I first became interested in Massachusetts Healthcare Statistics when I read a claim something along these lines:
“individual premiums decreased 40% in Massachusetts after Romnyecare.”
It was in a column by Ezra Klein of the Washington Post in December 2010 (about half way through the linked article). Or it was in a similar column by David Leonhardt of the New York Times (about 15th paragraph down), I can't remember which. I would have thought any reasonable non-Massachusetts-based journalist, pretending some knowledge of the healthcare insurance debate in the United States, would ask:
“If (individual) healthcare premiums went down at all (not to mention went down 40%) after Romneycare, how come people are not dancing in the streets in Massachusetts given what is happening to insurance rates where I live?”
It turns out that the source of the Klein/Leonhardt claim is a memo from Jonathan Gruber -- an MIT professor and self-proclaimed architect of Romneycare -- that was released in November 2009. Gruber’s 2009 memo seems to be the unquestioned source for the journalists. The journalists, plus the author of numerous factcheck.org-like Democratic Party white papers, did not independently deal with or analyze the source of Gruber's claim.
That's what you get for your $1.00/day newspaper today. Unfortunately Gruber's source is the flawed 2007 and 2009 research from the American Health Insurance Plans (AHIP) trade association that I blogged about in Feb. 2011. What a tangled web we... It certainly appears that Klein depended on Gruber, Leonhardt depended on Klein.

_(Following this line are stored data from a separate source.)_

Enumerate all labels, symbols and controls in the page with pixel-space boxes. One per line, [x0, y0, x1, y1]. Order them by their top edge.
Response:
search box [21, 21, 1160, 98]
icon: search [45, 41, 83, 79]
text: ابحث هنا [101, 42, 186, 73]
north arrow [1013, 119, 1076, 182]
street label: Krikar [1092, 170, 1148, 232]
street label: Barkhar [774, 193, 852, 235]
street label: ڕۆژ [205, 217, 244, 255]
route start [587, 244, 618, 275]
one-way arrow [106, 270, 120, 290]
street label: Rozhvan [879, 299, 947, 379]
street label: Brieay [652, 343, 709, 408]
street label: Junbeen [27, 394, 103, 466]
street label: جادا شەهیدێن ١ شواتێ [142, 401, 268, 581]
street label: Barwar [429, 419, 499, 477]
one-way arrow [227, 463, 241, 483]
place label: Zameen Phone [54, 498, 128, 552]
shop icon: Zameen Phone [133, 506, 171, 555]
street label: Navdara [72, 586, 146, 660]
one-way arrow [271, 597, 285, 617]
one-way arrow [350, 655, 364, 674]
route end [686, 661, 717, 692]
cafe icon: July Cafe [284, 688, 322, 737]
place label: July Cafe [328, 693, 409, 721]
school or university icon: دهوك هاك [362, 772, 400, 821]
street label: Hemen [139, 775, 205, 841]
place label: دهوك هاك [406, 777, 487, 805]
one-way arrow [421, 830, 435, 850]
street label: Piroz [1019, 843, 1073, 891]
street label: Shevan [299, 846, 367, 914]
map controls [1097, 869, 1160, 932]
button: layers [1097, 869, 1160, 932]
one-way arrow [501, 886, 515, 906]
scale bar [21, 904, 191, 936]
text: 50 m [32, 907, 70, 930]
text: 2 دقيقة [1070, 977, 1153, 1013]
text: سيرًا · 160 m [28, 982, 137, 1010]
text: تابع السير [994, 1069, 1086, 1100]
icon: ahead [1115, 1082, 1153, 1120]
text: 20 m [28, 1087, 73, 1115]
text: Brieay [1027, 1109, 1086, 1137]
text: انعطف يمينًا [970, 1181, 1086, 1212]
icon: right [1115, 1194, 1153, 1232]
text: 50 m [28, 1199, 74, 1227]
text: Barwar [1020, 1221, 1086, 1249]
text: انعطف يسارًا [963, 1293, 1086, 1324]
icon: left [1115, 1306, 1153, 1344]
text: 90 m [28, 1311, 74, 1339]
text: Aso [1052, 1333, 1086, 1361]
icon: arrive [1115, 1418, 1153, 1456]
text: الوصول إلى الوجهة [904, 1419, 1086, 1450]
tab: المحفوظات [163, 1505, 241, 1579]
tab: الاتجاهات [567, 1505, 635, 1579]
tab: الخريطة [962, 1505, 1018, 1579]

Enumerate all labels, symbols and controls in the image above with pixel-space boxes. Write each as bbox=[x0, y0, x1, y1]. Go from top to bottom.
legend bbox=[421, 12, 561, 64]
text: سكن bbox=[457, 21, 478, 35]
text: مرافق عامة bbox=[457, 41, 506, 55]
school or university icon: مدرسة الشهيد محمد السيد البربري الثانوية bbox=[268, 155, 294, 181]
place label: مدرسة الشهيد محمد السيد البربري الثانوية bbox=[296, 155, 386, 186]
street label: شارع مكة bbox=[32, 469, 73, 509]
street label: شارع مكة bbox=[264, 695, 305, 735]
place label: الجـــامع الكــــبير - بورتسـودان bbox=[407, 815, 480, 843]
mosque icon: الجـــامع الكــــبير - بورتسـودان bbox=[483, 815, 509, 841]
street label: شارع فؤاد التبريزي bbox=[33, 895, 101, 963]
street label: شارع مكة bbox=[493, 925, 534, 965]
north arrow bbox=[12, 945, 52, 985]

But what Gruber wrote in the 2009 memo – and hundreds of other places -- is strange because he must have been aware of
- the seminal Gorman report on this subject commissioned by the State of Massachusetts in 2006 – because of his board membership on the Massachusetts Healthcare Connector Authority – and
- the implications of the 2009 AHIP report’s warning about interpreting its data in context with the “Massachusetts merged market.” Both tell the story behind the story.

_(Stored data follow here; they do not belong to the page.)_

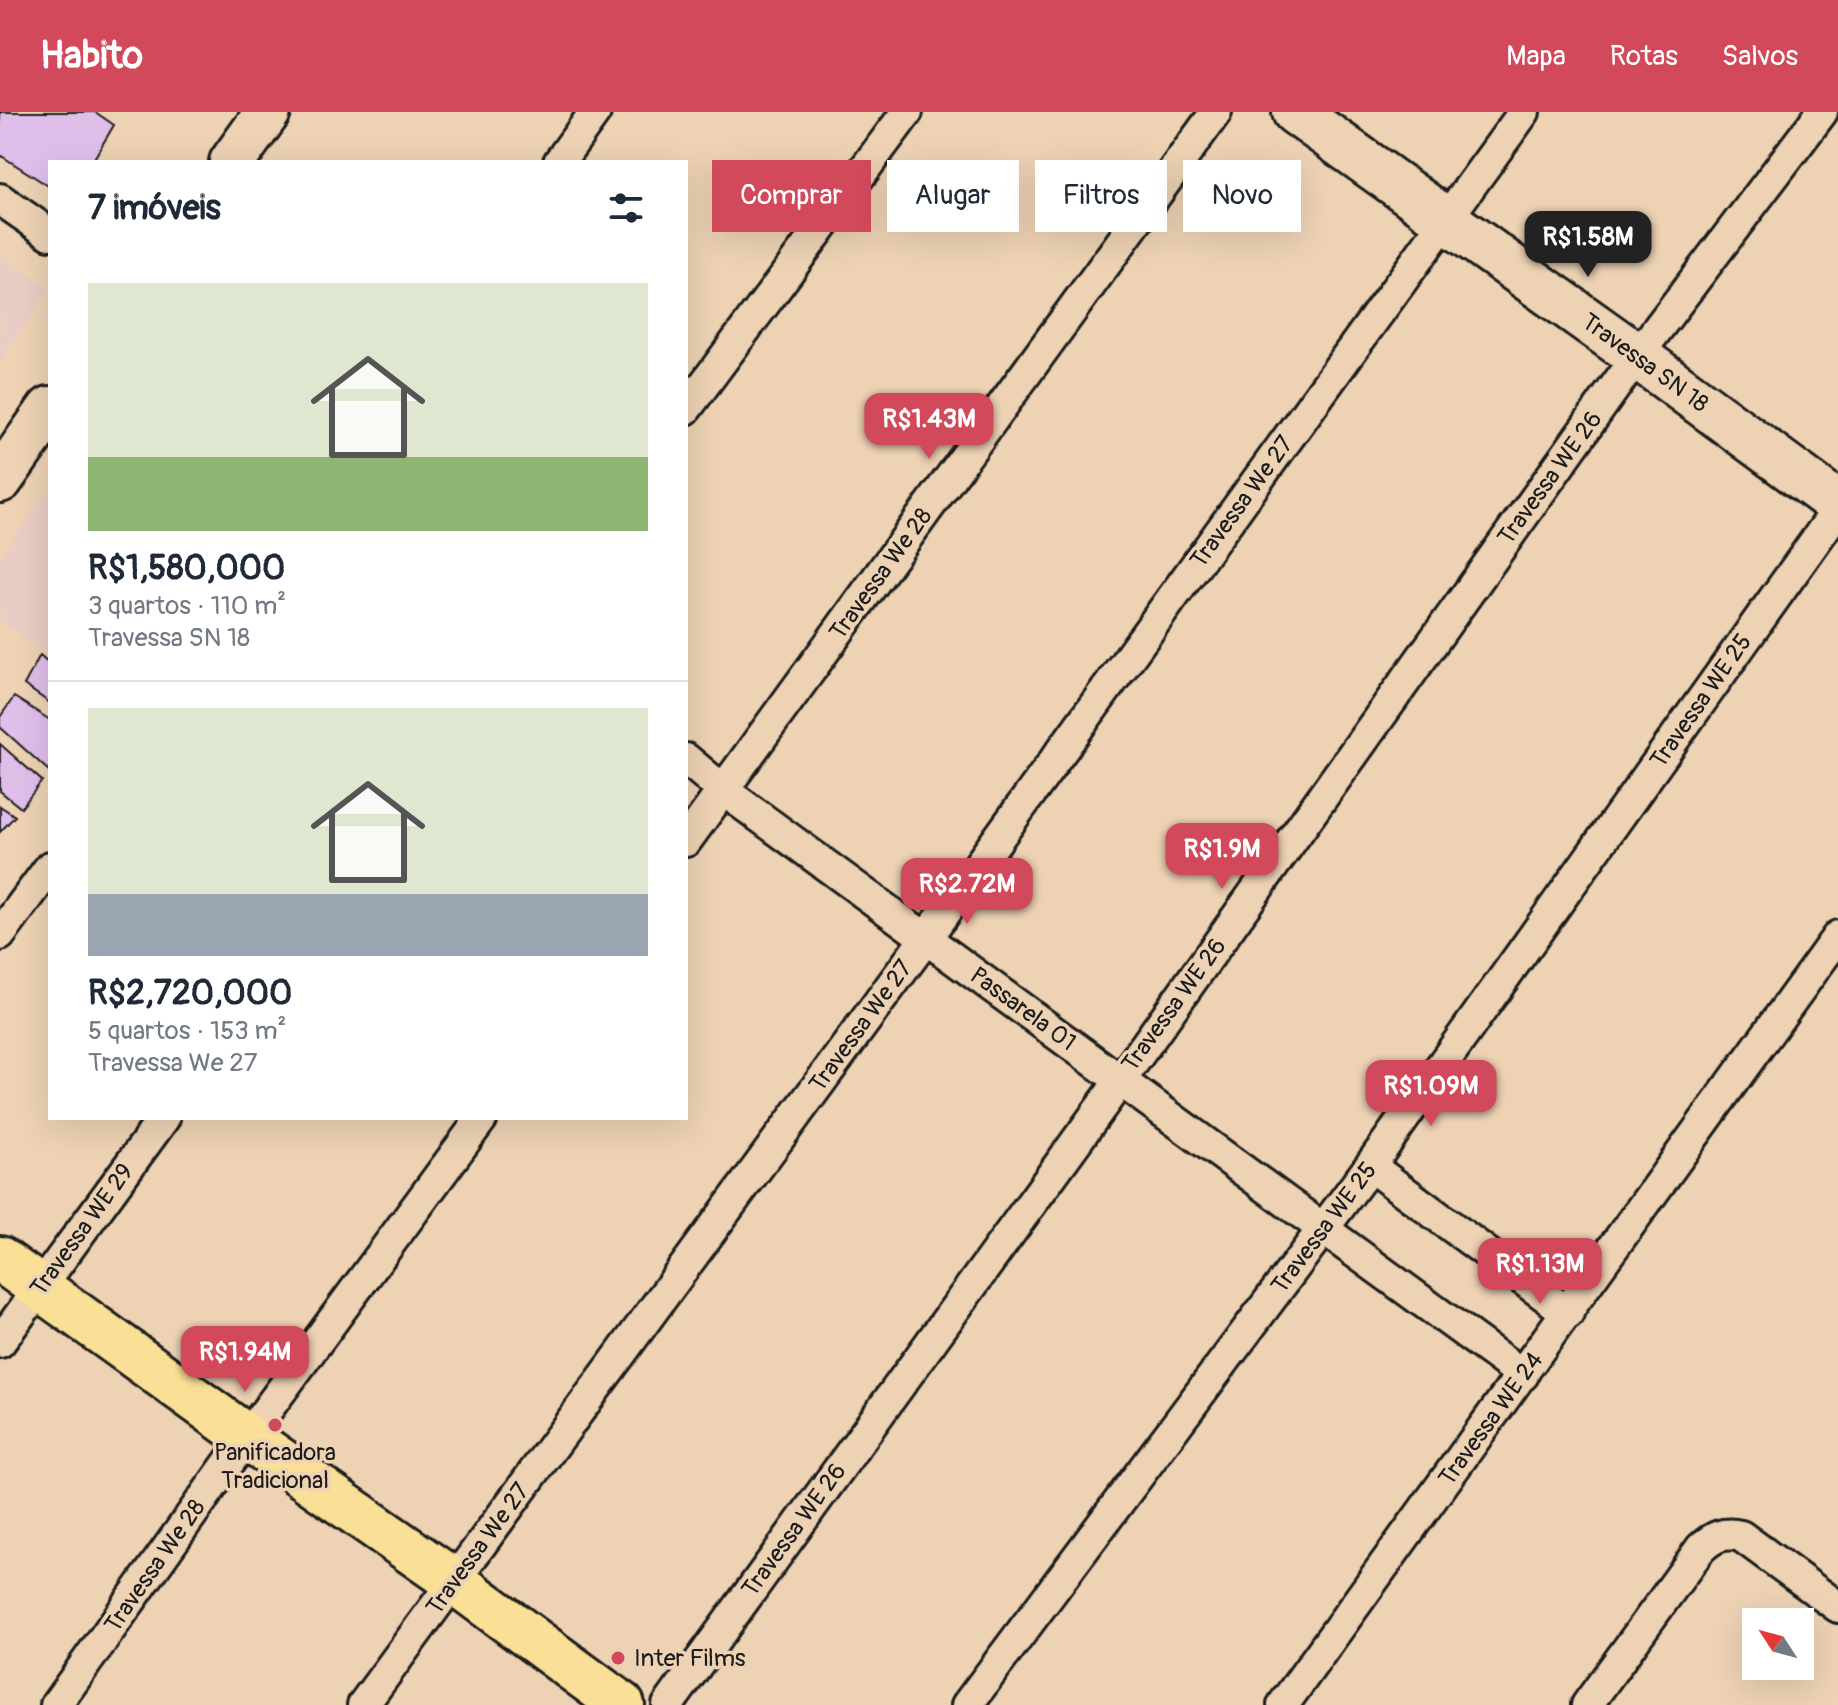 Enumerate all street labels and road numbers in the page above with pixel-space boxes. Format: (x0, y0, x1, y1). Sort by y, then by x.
street label: Travessa SN 18 (1576, 307, 1714, 419)
street label: Travessa WE 26 (1492, 405, 1608, 551)
street label: Travessa We 27 (1184, 430, 1300, 574)
street label: Travessa We 28 (823, 502, 939, 646)
street label: Travessa WE 25 (1644, 628, 1758, 774)
street label: Travessa WE 26 (1116, 932, 1232, 1078)
street label: Travessa We 27 (803, 954, 919, 1098)
street label: Passarela 01 (964, 961, 1082, 1057)
street label: Travessa WE 25 (1265, 1156, 1383, 1300)
street label: Travessa WE 29 (24, 1158, 140, 1302)
street label: Travessa WE 24 (1433, 1346, 1549, 1492)
street label: Travessa WE 26 (736, 1457, 852, 1603)
street label: Travessa We 27 (420, 1477, 536, 1621)
street label: Travessa We 28 (98, 1494, 212, 1638)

I think the “40% decrease” claim is the trifecta of Romneycare deceit: it’s irrelevant, misleading, and not true as well as being irrelevant and misleading. But I’ve beat that horse to death. Even WaPo, has stopped using the 40% claim, publishing more misleading data the week of April 9, 2012. Now WaPo simply shows premiums for people buying insurance individually in Massachusetts flat before and after RomneyCare kicked in. Of course that does not take into account Massachusetts insurance premium rating system but none of these propagandists/journalists are ever going to let the facts get in their way.